Collaborative editing

Filed under: General, Apple

Faithful readers of this blog, all two of them, will remember that one of the main reasons why I haven’t rearranged my entire workflow around LaTeX implementations or even Mellel is the fact that I often need to draft text with others, comment on other people’s work, or use Word’s track changes feature. In other words, I’m not an island unto myself. I collaborate with others.

This issue came up last week in a little project I’m involved in, where a group of four people need to draft one document. One of the participants suggested doing it the traditional way, by sending around Word documents as e-mail attachments. The other three agreed that that’s not the way to go, and we’re now setting up a Wiki for that purpose.

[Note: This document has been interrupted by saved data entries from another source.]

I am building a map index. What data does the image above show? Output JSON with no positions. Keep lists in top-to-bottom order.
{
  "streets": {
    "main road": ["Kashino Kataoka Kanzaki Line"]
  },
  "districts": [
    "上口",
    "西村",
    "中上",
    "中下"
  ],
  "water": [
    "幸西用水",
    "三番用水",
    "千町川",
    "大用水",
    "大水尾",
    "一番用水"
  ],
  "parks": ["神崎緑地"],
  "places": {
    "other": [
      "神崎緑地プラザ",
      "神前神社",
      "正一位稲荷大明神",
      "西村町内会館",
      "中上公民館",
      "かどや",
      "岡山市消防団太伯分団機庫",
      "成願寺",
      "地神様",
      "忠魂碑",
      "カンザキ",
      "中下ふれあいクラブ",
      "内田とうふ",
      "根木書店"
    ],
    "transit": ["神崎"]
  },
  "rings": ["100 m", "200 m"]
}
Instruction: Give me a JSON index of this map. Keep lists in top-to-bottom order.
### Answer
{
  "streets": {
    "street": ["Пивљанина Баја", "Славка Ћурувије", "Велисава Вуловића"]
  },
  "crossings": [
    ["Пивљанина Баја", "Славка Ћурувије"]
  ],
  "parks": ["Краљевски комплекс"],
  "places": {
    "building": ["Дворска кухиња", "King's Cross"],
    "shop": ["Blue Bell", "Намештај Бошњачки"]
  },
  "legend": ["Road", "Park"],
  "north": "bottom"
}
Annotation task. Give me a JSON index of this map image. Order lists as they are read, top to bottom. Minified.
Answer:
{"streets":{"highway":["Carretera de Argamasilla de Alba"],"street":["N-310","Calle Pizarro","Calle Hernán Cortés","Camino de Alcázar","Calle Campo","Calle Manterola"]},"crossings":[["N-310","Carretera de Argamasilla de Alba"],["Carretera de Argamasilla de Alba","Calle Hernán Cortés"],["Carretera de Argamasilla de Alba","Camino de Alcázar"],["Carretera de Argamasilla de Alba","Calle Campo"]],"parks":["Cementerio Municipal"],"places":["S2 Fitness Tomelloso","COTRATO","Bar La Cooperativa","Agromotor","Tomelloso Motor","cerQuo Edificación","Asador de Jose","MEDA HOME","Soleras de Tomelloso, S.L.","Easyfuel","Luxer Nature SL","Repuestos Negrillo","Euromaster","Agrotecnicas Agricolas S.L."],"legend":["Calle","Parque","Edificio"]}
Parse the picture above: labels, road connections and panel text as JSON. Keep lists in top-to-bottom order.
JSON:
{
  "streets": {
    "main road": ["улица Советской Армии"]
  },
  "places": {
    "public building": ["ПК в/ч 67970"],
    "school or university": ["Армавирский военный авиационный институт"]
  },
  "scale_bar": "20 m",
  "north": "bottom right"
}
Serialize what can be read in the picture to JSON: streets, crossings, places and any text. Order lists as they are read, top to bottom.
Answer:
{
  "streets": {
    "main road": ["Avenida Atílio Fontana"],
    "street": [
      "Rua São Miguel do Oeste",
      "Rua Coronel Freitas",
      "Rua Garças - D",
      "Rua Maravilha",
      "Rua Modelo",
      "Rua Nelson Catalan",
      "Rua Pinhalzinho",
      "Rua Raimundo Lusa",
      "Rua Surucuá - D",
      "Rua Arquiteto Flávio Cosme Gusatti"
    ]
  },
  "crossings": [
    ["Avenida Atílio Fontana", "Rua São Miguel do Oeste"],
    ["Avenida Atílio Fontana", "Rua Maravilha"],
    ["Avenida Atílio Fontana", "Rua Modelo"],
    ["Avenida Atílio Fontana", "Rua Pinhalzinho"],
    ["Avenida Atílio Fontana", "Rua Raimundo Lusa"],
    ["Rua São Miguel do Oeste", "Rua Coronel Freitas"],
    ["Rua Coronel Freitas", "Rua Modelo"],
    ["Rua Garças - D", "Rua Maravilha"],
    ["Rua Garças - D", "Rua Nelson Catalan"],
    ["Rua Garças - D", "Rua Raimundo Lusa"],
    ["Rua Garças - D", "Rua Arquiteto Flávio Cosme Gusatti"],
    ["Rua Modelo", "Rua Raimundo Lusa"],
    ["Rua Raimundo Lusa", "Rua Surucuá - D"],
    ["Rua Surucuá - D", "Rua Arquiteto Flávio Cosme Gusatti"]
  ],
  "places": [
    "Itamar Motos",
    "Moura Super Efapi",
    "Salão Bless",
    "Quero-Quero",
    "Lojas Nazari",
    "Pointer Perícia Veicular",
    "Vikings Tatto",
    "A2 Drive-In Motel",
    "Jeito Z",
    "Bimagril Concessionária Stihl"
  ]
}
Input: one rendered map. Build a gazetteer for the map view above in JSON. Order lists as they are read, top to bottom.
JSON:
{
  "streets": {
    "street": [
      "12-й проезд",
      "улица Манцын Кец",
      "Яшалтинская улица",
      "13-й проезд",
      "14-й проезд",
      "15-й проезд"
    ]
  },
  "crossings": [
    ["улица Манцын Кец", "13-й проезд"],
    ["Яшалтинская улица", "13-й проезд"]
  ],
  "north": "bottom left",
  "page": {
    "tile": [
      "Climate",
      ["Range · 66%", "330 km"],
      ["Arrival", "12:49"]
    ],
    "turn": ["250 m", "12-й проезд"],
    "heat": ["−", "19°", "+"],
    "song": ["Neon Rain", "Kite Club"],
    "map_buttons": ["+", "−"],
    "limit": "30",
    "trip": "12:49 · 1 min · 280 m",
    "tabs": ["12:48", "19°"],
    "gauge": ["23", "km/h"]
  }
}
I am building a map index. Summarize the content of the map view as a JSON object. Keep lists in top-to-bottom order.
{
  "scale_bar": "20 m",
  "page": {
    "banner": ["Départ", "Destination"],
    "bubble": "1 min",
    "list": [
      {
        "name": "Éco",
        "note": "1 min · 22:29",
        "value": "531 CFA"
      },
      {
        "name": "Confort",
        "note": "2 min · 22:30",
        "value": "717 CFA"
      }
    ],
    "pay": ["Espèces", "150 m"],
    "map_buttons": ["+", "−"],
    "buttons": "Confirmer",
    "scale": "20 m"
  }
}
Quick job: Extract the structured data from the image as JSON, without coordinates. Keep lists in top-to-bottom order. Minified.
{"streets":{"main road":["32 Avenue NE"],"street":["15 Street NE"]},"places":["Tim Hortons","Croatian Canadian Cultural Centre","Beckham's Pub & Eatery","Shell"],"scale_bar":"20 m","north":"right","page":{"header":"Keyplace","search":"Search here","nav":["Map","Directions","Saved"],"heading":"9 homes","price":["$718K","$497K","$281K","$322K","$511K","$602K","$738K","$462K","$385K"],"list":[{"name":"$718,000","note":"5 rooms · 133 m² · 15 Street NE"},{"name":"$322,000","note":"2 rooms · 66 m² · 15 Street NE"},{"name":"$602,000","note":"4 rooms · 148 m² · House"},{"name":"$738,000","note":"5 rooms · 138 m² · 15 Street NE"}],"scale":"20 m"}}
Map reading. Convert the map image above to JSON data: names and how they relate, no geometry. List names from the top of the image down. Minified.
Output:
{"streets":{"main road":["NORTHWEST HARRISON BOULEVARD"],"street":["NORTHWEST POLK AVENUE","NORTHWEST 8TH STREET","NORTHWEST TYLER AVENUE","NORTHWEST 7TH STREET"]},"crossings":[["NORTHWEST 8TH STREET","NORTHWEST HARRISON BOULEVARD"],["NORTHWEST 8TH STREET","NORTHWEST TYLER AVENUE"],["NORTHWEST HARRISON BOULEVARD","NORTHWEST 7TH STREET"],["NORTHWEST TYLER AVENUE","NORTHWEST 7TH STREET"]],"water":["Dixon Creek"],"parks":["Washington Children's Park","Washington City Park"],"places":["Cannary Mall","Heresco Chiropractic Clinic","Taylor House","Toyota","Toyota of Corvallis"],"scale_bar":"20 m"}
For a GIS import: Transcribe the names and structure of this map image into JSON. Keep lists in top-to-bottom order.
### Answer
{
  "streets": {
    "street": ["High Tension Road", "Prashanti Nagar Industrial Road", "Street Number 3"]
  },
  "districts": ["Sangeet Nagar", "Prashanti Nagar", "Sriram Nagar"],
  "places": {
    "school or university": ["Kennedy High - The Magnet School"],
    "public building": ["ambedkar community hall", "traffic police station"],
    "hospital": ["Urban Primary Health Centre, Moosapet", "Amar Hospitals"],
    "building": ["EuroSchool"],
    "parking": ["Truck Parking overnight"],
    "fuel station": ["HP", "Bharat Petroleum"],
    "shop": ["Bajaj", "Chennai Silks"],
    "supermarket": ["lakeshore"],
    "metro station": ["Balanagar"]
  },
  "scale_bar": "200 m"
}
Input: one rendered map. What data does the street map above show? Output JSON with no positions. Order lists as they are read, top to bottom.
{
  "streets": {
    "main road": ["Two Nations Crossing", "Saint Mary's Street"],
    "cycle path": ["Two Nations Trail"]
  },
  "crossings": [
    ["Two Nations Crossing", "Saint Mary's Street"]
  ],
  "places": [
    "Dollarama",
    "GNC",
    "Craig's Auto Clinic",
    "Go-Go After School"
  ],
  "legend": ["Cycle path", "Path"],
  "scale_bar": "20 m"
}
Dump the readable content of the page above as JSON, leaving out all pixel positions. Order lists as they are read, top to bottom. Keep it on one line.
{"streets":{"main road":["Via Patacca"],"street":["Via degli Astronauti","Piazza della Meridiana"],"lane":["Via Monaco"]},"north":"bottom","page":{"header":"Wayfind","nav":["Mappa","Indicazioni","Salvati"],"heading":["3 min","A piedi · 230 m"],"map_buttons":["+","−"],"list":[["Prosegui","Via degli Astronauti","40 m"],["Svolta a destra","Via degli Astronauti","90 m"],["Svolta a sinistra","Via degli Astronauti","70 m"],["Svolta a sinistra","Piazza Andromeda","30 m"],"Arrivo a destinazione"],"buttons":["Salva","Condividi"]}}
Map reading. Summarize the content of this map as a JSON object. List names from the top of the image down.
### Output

However, in recent months a whole bunch of collaborative environments have sprung up all over the place. There’s at least four that I’m aware of:

All of these, with the possible exception of gOFFICE whose webpage is so badly done that it’s impossible to get any meaningful information without signing up, allow several people to work on the same document; the doc is stored on their servers. No more track changes that someone forgot to turn on, no more person A editing draft X while person B works on draft Y. Neat and simple — except for the fact that you have to relinquish a level of control since your doc is on someone else’s server, and it might potentially be slow over a dialup connection. In fact, what happens when I’m in the middle of an editing session and the damn phone line dies? (I’m not saying that people designing such services should design them around people who have to rely on legacy technology. But it is a fact that especially in eastern and southeastern Europe most folks still dial up.)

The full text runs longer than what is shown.